A JPG quality slider looks simple, but the numbers can be misleading. Quality 80 does not mean the image keeps exactly 80 percent of the original information. Different encoders interpret the scale differently, and the visual result depends heavily on the image content.
Photos with natural texture can tolerate more compression than images with text, gradients or flat color blocks. A landscape at quality 70 may look fine. A screenshot saved as JPG at quality 70 may look broken. The right setting depends on the final use, not a universal rule.
Use 85 as the default starting point
For most website photos, quality 80 to 85 is a sensible starting range. It usually cuts file size significantly while keeping visible artifacts low.

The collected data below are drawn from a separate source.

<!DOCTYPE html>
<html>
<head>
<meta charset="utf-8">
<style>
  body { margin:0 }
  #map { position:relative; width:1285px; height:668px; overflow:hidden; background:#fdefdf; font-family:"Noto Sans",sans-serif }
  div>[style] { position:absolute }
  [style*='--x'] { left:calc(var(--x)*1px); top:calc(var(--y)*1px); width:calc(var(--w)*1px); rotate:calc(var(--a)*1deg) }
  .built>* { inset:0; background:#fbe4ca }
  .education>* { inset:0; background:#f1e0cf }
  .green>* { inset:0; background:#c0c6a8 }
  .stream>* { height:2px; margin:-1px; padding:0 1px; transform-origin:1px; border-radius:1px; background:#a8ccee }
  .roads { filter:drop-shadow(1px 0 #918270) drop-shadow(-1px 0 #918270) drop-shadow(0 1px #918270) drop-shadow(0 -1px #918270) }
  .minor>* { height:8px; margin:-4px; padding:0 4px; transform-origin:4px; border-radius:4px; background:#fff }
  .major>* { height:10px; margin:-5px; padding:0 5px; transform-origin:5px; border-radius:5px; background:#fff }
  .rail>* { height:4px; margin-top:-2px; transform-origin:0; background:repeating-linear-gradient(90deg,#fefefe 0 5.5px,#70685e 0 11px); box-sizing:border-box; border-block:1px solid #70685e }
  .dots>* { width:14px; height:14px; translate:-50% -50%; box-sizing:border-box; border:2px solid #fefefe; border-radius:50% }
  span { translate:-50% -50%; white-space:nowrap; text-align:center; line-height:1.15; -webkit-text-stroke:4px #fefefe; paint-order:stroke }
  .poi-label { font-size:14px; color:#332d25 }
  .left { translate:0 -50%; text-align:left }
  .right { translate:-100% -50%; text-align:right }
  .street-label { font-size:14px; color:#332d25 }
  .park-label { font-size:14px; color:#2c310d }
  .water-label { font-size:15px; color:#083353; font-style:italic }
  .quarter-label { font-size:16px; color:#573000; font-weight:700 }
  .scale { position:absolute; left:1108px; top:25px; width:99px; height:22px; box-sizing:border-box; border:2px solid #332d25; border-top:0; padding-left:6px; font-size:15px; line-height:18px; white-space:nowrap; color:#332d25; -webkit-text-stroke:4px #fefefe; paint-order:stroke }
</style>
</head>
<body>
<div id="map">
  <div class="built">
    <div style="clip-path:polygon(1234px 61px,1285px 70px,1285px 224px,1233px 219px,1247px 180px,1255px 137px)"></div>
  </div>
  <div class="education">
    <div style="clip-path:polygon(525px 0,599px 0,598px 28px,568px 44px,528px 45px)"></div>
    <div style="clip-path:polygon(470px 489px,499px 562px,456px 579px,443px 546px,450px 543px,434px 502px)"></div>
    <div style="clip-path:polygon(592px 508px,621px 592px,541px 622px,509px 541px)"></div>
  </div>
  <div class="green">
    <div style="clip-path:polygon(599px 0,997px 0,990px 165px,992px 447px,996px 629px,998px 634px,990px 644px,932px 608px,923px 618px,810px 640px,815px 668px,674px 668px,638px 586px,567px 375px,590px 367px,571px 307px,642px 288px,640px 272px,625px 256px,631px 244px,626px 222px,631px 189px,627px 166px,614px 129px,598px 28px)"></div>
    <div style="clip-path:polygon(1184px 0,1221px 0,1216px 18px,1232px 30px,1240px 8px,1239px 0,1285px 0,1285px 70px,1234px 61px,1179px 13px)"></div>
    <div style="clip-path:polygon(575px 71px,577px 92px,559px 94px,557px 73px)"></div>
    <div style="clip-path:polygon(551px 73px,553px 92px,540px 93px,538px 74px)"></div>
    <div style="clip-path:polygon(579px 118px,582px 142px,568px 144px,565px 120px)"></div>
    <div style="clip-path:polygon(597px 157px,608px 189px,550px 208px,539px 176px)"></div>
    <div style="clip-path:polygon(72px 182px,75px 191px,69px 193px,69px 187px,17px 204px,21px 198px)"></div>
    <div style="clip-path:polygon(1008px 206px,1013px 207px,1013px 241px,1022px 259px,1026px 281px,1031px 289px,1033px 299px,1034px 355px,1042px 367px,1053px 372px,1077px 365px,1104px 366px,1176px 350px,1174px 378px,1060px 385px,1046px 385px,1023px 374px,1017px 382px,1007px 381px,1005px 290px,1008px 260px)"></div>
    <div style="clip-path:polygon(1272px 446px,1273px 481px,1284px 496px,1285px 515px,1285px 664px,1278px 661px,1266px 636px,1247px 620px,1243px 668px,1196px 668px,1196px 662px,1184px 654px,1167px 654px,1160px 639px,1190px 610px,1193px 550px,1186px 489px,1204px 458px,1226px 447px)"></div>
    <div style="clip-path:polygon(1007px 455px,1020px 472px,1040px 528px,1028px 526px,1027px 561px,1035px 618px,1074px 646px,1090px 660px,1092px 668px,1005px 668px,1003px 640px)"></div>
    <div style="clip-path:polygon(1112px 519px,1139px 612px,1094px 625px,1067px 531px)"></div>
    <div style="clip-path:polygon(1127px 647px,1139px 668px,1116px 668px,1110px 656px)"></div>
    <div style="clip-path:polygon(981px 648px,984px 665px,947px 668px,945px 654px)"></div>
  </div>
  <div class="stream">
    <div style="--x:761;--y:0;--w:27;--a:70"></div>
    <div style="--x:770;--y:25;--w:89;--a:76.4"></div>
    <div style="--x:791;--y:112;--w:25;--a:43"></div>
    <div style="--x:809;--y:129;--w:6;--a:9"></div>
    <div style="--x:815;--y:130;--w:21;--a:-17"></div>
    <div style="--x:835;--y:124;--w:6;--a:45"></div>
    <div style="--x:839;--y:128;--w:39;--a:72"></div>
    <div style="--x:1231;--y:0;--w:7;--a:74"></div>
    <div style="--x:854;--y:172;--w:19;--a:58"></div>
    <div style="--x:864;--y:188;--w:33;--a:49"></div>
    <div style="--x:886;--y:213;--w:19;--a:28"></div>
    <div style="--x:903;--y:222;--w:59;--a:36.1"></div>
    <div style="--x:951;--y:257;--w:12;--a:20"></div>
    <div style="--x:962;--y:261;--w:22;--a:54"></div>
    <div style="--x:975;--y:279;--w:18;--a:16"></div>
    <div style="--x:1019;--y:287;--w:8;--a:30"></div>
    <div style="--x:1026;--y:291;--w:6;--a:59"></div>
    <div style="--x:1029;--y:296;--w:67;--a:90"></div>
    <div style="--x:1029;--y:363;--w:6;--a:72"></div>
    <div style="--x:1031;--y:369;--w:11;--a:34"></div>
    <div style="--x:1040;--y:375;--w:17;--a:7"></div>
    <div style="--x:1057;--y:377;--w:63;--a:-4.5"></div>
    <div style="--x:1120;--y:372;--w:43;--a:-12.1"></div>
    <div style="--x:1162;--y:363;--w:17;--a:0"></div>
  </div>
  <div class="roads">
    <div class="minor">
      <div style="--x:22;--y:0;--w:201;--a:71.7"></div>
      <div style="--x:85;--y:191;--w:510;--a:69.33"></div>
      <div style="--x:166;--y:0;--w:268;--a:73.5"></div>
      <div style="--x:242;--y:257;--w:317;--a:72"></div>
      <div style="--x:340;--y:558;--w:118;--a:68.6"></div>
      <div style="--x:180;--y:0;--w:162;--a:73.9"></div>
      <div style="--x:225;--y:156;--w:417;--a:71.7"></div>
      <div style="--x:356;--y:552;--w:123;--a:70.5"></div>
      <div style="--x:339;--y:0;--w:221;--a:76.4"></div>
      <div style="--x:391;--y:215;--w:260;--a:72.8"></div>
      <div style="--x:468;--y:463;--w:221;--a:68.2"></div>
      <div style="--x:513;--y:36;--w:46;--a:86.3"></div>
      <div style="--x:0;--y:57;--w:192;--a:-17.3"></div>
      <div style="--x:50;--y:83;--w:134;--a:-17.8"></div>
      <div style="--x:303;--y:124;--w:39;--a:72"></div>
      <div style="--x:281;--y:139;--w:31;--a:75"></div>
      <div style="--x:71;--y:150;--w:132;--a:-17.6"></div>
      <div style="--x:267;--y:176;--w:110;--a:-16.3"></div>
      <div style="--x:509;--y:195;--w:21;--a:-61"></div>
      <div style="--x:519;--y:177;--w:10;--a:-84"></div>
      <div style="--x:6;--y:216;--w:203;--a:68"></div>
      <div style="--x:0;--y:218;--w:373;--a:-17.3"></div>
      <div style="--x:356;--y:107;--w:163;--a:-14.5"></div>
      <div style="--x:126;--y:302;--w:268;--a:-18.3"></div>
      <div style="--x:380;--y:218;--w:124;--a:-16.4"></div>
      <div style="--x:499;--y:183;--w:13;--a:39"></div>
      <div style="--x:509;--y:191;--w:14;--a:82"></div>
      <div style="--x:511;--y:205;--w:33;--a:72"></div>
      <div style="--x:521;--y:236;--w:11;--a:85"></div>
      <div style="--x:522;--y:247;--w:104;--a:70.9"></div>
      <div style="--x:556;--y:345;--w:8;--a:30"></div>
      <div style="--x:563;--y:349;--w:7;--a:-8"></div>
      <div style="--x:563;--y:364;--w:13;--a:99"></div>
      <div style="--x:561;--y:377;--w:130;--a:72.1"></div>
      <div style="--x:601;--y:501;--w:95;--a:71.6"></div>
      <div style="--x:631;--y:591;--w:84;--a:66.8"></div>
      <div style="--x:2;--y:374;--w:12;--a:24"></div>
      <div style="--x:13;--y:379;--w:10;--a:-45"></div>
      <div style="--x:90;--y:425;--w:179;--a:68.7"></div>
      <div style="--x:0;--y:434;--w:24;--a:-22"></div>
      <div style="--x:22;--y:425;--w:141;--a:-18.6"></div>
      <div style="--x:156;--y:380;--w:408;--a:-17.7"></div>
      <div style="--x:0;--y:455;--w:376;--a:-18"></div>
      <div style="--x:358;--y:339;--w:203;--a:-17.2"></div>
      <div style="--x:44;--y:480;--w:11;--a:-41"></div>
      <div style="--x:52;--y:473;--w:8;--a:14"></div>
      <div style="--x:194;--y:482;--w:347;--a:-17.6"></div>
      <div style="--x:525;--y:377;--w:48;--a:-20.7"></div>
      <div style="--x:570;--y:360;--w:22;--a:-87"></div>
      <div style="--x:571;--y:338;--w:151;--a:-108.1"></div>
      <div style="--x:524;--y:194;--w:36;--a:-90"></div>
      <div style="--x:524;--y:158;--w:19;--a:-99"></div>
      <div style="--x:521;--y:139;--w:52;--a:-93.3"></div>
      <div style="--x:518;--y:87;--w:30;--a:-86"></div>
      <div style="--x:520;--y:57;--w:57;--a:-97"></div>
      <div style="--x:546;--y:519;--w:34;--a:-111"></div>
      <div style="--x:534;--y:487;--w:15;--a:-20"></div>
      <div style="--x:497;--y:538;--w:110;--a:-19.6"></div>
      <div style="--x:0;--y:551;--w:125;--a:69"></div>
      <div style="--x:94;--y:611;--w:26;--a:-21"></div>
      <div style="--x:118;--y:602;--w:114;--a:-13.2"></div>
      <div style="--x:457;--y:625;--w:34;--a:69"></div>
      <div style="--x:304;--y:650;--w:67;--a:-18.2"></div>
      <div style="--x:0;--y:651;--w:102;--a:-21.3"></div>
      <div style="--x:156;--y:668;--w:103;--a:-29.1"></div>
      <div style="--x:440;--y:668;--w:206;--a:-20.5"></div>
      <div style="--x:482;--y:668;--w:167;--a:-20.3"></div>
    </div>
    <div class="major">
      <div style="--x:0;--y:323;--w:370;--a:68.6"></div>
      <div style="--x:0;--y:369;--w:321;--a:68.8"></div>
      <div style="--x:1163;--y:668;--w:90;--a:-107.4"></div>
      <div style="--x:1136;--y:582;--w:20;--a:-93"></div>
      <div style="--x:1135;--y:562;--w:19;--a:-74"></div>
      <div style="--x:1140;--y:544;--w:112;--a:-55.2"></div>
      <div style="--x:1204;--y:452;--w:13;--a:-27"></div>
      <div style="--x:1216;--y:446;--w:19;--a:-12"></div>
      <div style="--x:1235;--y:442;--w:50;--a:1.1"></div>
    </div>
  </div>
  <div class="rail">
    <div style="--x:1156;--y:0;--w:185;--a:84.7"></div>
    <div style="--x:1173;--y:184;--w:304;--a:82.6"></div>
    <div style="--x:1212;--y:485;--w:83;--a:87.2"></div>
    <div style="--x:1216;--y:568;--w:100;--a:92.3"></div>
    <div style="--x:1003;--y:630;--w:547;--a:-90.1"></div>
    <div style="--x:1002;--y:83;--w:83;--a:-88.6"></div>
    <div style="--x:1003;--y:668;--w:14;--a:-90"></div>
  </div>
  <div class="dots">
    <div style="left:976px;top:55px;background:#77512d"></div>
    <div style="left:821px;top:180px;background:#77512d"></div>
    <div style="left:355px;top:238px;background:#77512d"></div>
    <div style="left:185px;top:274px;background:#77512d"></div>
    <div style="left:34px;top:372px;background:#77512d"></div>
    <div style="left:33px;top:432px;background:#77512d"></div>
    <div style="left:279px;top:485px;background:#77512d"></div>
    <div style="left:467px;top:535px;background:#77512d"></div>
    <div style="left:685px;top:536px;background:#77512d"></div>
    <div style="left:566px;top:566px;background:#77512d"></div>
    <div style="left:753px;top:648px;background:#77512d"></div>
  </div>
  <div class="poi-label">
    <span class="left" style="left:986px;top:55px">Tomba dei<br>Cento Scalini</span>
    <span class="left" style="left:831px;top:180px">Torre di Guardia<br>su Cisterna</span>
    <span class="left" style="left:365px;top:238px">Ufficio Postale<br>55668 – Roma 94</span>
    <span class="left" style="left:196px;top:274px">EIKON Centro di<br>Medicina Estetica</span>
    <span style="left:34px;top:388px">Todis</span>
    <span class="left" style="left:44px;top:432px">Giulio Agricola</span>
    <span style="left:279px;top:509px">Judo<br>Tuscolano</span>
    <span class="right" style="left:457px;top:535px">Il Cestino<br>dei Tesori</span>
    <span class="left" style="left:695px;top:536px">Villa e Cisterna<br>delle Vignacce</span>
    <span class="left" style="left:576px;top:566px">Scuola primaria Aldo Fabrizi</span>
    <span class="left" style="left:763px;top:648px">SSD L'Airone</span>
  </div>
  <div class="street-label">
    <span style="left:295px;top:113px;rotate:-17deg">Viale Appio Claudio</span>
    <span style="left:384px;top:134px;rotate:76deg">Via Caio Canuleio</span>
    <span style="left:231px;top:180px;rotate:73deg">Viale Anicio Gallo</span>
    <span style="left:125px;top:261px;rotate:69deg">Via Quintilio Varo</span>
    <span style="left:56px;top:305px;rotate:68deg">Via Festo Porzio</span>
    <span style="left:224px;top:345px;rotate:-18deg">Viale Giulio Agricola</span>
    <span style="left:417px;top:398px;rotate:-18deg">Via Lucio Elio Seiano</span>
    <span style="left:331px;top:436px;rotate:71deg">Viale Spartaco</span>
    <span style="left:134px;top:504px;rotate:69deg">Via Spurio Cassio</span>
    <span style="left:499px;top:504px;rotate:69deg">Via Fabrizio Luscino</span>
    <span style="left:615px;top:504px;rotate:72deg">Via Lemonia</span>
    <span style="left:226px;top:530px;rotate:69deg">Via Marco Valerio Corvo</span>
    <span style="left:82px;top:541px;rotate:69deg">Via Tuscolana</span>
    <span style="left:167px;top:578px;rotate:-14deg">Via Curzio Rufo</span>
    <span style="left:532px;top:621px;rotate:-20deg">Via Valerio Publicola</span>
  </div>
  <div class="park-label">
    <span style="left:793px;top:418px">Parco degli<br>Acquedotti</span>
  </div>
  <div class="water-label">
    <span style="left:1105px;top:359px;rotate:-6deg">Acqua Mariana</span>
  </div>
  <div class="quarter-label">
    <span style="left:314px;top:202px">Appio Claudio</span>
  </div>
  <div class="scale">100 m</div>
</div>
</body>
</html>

This is often enough for blog images, product photos, hero images and social media exports.
Quality 95 is useful when you need a high-quality delivery file, but it can create much larger files with little visible benefit on screen. Quality 50 to 60 is useful for thumbnails, previews and low-priority images where speed matters more than detail.

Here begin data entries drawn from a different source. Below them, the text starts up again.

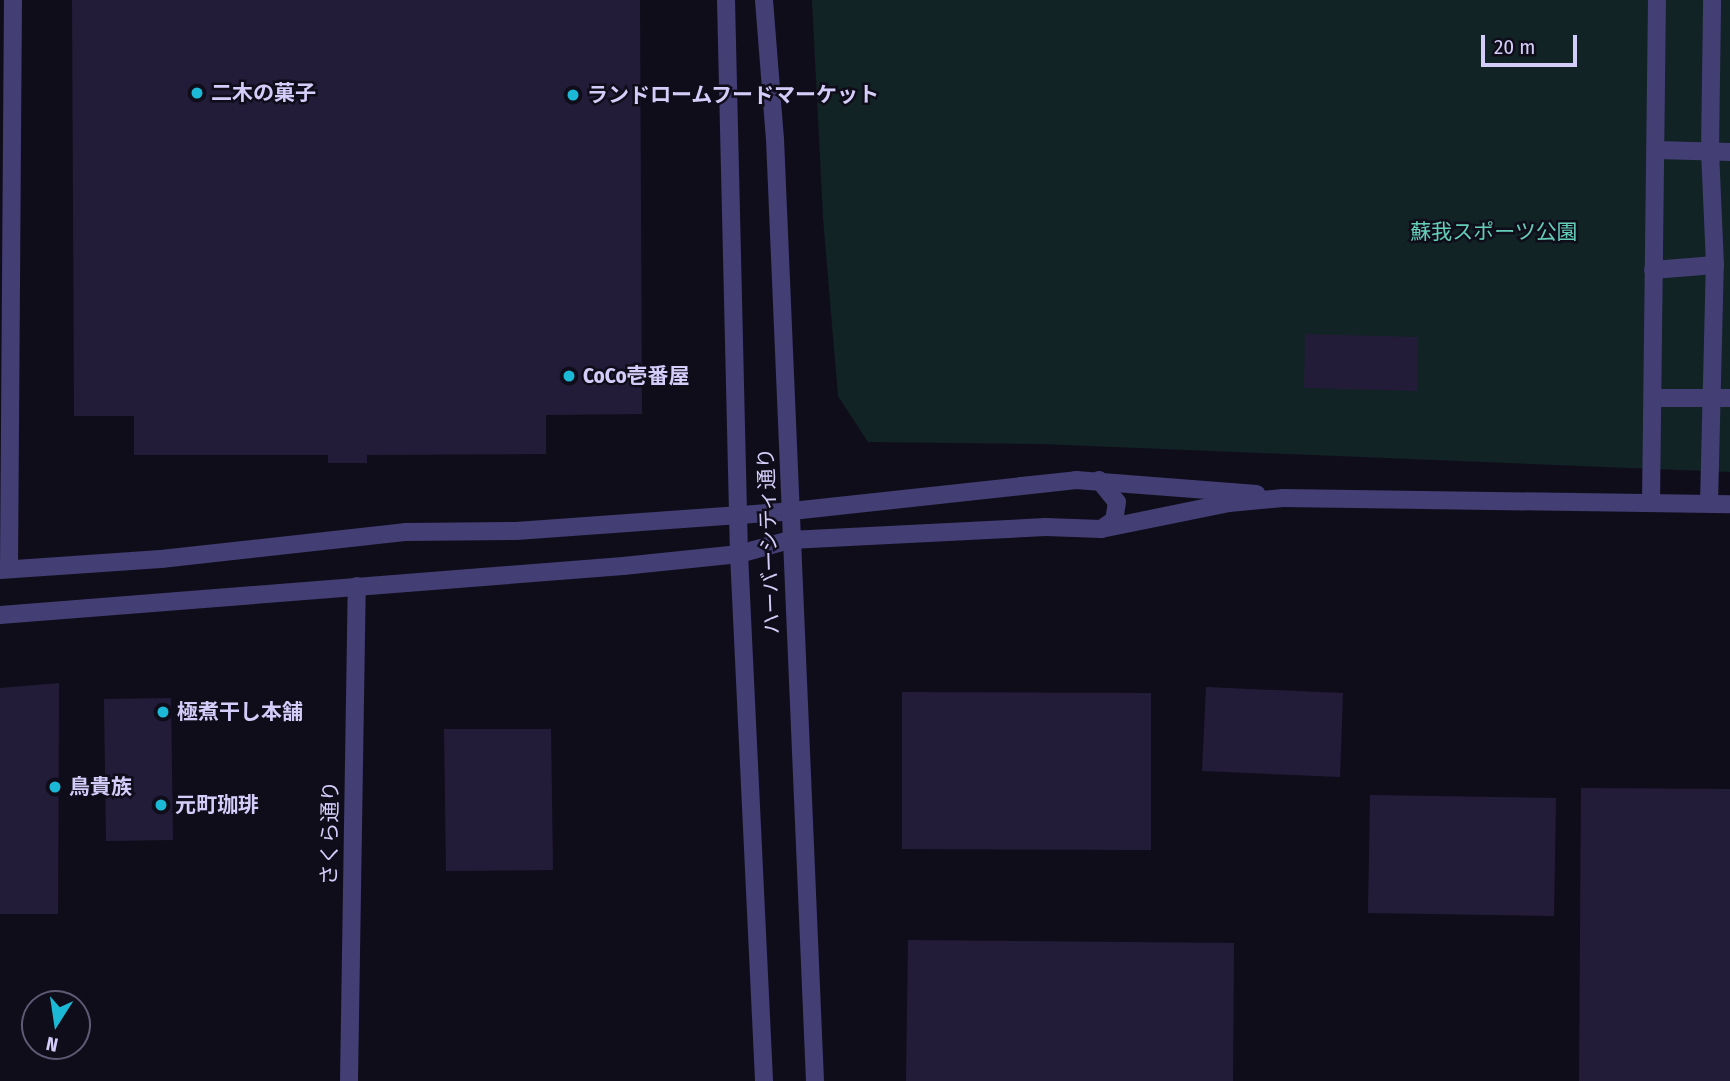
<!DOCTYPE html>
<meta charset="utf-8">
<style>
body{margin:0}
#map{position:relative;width:1730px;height:1081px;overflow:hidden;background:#100d1b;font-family:"Fira Sans Condensed","Noto Sans JP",sans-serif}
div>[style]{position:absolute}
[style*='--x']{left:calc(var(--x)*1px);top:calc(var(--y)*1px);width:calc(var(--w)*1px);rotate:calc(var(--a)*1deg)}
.green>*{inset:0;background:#112324}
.building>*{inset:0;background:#231c39}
.service>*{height:18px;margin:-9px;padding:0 9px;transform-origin:9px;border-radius:9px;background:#433e74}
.minor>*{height:18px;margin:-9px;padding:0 9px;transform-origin:9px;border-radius:9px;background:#433e74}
.tertiary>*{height:18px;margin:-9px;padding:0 9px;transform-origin:9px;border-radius:9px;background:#433e74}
.dots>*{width:19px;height:19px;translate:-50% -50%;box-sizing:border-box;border:4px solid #100d1b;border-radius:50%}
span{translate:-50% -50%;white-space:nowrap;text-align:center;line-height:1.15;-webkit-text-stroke:5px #100d1b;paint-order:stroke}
.poi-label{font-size:21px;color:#d5cdf9;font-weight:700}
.left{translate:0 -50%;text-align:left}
.park-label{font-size:21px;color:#64ceb9}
.street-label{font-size:21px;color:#d5cdf9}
.north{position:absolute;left:21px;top:990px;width:70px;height:70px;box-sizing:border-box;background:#100d1b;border:2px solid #5f5a74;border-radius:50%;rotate:192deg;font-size:19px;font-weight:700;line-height:28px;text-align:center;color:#d5cdf9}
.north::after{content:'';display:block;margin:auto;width:24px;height:32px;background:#1cb9d6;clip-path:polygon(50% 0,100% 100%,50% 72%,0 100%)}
.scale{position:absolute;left:1481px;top:35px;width:96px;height:32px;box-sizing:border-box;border:4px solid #d5cdf9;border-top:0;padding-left:9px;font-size:21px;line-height:24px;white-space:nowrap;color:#d5cdf9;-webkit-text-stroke:5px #100d1b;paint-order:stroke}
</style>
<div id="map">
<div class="green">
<div style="clip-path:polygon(812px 0,1730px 0,1730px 472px,1040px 444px,868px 442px,838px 396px,823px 218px)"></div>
</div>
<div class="building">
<div style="clip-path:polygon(72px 0,640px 0,642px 414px,546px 415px,546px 454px,367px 455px,367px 463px,328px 463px,328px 455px,134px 455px,134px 416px,74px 416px)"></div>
<div style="clip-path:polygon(1305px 334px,1418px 337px,1417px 391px,1304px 388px)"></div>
<div style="clip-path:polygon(59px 683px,58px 914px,0 914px,0 688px)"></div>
<div style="clip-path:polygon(1206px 687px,1343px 693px,1340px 777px,1202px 771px)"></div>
<div style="clip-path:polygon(902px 692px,1151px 693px,1151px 850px,902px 849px)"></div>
<div style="clip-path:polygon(171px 698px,173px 840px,106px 841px,104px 699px)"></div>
<div style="clip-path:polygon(444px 729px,551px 729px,553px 870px,446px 871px)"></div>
<div style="clip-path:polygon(1581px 788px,1730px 789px,1730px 1081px,1579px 1081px)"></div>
<div style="clip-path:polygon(1370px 795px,1556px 798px,1554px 916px,1368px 913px)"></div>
<div style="clip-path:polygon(908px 940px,1234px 943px,1233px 1081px,906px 1081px)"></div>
</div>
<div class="service">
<div style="--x:1656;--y:150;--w:74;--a:1.5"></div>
<div style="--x:1653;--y:270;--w:62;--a:-4.6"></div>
<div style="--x:1653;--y:398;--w:77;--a:0"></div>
<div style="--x:1651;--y:503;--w:503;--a:-89.32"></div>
<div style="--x:1709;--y:504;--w:239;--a:-88.6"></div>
<div style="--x:1715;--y:265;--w:114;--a:-92.5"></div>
<div style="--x:1710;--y:151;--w:151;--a:-89.2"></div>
</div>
<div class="minor">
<div style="--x:1099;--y:480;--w:28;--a:51"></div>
<div style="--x:1117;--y:502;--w:18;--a:99"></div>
<div style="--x:1114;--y:520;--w:16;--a:145"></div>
<div style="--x:792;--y:511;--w:286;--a:-6.2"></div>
<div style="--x:1076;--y:480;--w:181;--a:4.4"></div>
<div style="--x:790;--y:540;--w:256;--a:-2.9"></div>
<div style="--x:1046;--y:527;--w:55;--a:2.1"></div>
<div style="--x:1101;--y:529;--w:131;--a:-11.5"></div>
<div style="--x:1229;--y:503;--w:54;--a:-5.3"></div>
</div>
<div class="tertiary">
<div style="--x:726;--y:0;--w:554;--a:88.66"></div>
<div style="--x:739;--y:554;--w:528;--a:87.28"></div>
<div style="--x:764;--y:0;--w:139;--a:85.5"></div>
<div style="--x:775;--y:139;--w:943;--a:87.57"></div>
<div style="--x:1283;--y:498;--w:447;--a:0.8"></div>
<div style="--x:9;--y:569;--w:569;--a:-89.6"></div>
<div style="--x:0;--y:570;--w:161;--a:-3.9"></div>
<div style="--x:161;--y:559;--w:245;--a:-6.3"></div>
<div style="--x:405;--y:532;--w:111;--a:-0.5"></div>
<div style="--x:516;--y:531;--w:277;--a:-4.1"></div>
<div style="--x:0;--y:615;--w:625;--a:-4.5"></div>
<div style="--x:623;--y:566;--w:117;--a:-5.9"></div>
<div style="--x:739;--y:554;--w:53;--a:-15.4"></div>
<div style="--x:349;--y:1081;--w:495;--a:-89.1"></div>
</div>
<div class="dots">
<div style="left:197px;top:93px;background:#1cb9d6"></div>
<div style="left:573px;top:95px;background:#1cb9d6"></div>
<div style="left:569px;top:376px;background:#1cb9d6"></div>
<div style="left:163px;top:712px;background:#1cb9d6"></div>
<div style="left:55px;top:787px;background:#1cb9d6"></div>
<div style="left:161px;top:805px;background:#1cb9d6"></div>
</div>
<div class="poi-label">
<span class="left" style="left:211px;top:93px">二木の菓子</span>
<span class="left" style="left:587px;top:95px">ランドロームフードマーケット</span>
<span class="left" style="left:583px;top:376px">CoCo壱番屋</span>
<span class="left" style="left:177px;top:712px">極煮干し本舗</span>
<span class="left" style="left:69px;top:787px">鳥貴族</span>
<span class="left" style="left:175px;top:805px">元町珈琲</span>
</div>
<div class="park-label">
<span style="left:1494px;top:232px">蘇我スポーツ公園</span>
</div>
<div class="street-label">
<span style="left:769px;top:541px;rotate:-92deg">ハーバーシティ通り</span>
<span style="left:330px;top:833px;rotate:-89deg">さくら通り</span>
</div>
<div class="north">N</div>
<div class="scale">20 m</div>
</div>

Compare at the final display size
Do not judge compression by zooming into a photo at 400 percent. Visitors will see the image at its display size. Export two or three versions, place them in the page or app where they will appear, and pick the smallest one that still looks clean.
Keep the original photo separately. If you compress too far and only keep the compressed file, future edits will stack artifacts. The clean workflow is original file, one optimized export, and no repeated JPG saves.